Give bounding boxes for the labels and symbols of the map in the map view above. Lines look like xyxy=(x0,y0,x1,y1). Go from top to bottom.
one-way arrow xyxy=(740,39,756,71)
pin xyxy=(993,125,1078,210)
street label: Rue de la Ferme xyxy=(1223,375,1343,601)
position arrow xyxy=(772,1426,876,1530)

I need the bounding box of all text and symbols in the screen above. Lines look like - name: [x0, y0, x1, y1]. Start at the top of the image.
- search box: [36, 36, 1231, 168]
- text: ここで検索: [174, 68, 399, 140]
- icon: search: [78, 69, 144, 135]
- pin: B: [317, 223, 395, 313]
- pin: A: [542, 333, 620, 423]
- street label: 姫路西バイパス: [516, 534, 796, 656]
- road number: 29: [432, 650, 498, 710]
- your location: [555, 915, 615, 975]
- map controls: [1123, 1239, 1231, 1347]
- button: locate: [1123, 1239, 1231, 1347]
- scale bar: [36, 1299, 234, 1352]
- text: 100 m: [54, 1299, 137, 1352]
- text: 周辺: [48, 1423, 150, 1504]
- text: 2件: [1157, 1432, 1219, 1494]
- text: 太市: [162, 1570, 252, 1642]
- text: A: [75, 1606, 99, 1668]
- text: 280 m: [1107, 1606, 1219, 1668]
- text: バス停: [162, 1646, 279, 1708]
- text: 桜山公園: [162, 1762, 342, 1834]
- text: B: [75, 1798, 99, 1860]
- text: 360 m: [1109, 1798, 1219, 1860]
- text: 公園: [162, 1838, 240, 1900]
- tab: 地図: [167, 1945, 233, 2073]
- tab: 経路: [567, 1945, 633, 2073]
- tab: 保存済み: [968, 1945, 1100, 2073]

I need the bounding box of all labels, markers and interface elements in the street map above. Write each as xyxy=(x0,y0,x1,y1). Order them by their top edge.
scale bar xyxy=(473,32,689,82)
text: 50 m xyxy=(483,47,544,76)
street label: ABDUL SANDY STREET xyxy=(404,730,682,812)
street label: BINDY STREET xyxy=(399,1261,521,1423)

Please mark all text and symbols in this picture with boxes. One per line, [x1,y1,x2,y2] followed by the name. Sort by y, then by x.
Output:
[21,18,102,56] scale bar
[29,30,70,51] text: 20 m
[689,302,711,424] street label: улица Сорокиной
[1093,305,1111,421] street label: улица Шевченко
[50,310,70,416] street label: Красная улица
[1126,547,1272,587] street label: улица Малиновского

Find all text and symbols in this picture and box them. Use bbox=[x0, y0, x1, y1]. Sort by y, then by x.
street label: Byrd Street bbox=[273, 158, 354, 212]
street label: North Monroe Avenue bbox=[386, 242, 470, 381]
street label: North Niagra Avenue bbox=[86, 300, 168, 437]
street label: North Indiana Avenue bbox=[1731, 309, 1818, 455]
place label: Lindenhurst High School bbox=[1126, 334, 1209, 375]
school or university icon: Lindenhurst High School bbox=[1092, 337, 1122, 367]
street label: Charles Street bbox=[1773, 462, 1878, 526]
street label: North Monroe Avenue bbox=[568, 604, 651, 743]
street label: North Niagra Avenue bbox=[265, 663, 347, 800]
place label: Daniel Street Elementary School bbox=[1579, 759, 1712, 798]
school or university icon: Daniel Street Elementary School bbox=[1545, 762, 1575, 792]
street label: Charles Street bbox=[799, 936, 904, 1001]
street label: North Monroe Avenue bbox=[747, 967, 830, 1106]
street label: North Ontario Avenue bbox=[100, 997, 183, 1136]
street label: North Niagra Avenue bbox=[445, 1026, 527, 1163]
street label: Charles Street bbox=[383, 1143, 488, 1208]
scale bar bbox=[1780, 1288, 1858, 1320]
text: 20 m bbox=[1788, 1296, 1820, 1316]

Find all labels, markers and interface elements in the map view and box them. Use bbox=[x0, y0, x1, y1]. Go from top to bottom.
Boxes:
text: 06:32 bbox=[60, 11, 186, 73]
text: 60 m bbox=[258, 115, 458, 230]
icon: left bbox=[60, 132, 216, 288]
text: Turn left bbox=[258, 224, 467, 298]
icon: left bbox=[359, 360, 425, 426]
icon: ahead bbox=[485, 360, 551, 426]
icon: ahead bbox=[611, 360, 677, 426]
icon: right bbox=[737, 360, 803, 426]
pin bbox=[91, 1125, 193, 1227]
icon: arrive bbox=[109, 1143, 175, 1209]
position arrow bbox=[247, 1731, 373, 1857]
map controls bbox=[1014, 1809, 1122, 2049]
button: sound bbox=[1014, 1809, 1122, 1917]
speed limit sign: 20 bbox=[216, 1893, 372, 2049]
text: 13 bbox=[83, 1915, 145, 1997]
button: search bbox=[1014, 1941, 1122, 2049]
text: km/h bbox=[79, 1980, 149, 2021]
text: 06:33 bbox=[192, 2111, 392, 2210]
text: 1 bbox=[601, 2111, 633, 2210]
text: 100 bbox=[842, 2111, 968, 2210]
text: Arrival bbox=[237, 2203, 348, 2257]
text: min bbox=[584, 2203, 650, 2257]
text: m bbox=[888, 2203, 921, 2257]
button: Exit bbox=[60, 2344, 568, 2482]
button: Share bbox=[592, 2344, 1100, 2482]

Exercise >>
Every line of the listing should be printed again exactly.

Response for this exercise >>
Give bounding boxes for the labels and symbols of the map in the map view above. Lines look like xyxy=(x0,y0,x1,y1). Go from top to bottom.
one-way arrow xyxy=(740,39,756,71)
pin xyxy=(993,125,1078,210)
street label: Rue de la Ferme xyxy=(1223,375,1343,601)
position arrow xyxy=(772,1426,876,1530)

I need the bounding box of all text and symbols in the screen above. Lines look like - name: [x0, y0, x1, y1]. Start at the top of the image.
- search box: [36, 36, 1231, 168]
- text: ここで検索: [174, 68, 399, 140]
- icon: search: [78, 69, 144, 135]
- pin: B: [317, 223, 395, 313]
- pin: A: [542, 333, 620, 423]
- street label: 姫路西バイパス: [516, 534, 796, 656]
- road number: 29: [432, 650, 498, 710]
- your location: [555, 915, 615, 975]
- map controls: [1123, 1239, 1231, 1347]
- button: locate: [1123, 1239, 1231, 1347]
- scale bar: [36, 1299, 234, 1352]
- text: 100 m: [54, 1299, 137, 1352]
- text: 周辺: [48, 1423, 150, 1504]
- text: 2件: [1157, 1432, 1219, 1494]
- text: 太市: [162, 1570, 252, 1642]
- text: A: [75, 1606, 99, 1668]
- text: 280 m: [1107, 1606, 1219, 1668]
- text: バス停: [162, 1646, 279, 1708]
- text: 桜山公園: [162, 1762, 342, 1834]
- text: B: [75, 1798, 99, 1860]
- text: 360 m: [1109, 1798, 1219, 1860]
- text: 公園: [162, 1838, 240, 1900]
- tab: 地図: [167, 1945, 233, 2073]
- tab: 経路: [567, 1945, 633, 2073]
- tab: 保存済み: [968, 1945, 1100, 2073]

I need the bounding box of all labels, markers and interface elements in the street map above. Write each as xyxy=(x0,y0,x1,y1). Order them by their top edge.
scale bar xyxy=(473,32,689,82)
text: 50 m xyxy=(483,47,544,76)
street label: ABDUL SANDY STREET xyxy=(404,730,682,812)
street label: BINDY STREET xyxy=(399,1261,521,1423)

Please mark all text and symbols in this picture with boxes. One per line, [x1,y1,x2,y2] followed by the name. Sort by y, then by x.
Output:
[21,18,102,56] scale bar
[29,30,70,51] text: 20 m
[689,302,711,424] street label: улица Сорокиной
[1093,305,1111,421] street label: улица Шевченко
[50,310,70,416] street label: Красная улица
[1126,547,1272,587] street label: улица Малиновского

Find all text and symbols in this picture and box them. Use bbox=[x0, y0, x1, y1]. Sort by y, then by x.
street label: Byrd Street bbox=[273, 158, 354, 212]
street label: North Monroe Avenue bbox=[386, 242, 470, 381]
street label: North Niagra Avenue bbox=[86, 300, 168, 437]
street label: North Indiana Avenue bbox=[1731, 309, 1818, 455]
place label: Lindenhurst High School bbox=[1126, 334, 1209, 375]
school or university icon: Lindenhurst High School bbox=[1092, 337, 1122, 367]
street label: Charles Street bbox=[1773, 462, 1878, 526]
street label: North Monroe Avenue bbox=[568, 604, 651, 743]
street label: North Niagra Avenue bbox=[265, 663, 347, 800]
place label: Daniel Street Elementary School bbox=[1579, 759, 1712, 798]
school or university icon: Daniel Street Elementary School bbox=[1545, 762, 1575, 792]
street label: Charles Street bbox=[799, 936, 904, 1001]
street label: North Monroe Avenue bbox=[747, 967, 830, 1106]
street label: North Ontario Avenue bbox=[100, 997, 183, 1136]
street label: North Niagra Avenue bbox=[445, 1026, 527, 1163]
street label: Charles Street bbox=[383, 1143, 488, 1208]
scale bar bbox=[1780, 1288, 1858, 1320]
text: 20 m bbox=[1788, 1296, 1820, 1316]

Find all labels, markers and interface elements in the map view and box them. Use bbox=[x0, y0, x1, y1]. Go from top to bottom.
Boxes:
text: 06:32 bbox=[60, 11, 186, 73]
text: 60 m bbox=[258, 115, 458, 230]
icon: left bbox=[60, 132, 216, 288]
text: Turn left bbox=[258, 224, 467, 298]
icon: left bbox=[359, 360, 425, 426]
icon: ahead bbox=[485, 360, 551, 426]
icon: ahead bbox=[611, 360, 677, 426]
icon: right bbox=[737, 360, 803, 426]
pin bbox=[91, 1125, 193, 1227]
icon: arrive bbox=[109, 1143, 175, 1209]
position arrow bbox=[247, 1731, 373, 1857]
map controls bbox=[1014, 1809, 1122, 2049]
button: sound bbox=[1014, 1809, 1122, 1917]
speed limit sign: 20 bbox=[216, 1893, 372, 2049]
text: 13 bbox=[83, 1915, 145, 1997]
button: search bbox=[1014, 1941, 1122, 2049]
text: km/h bbox=[79, 1980, 149, 2021]
text: 06:33 bbox=[192, 2111, 392, 2210]
text: 1 bbox=[601, 2111, 633, 2210]
text: 100 bbox=[842, 2111, 968, 2210]
text: Arrival bbox=[237, 2203, 348, 2257]
text: min bbox=[584, 2203, 650, 2257]
text: m bbox=[888, 2203, 921, 2257]
button: Exit bbox=[60, 2344, 568, 2482]
button: Share bbox=[592, 2344, 1100, 2482]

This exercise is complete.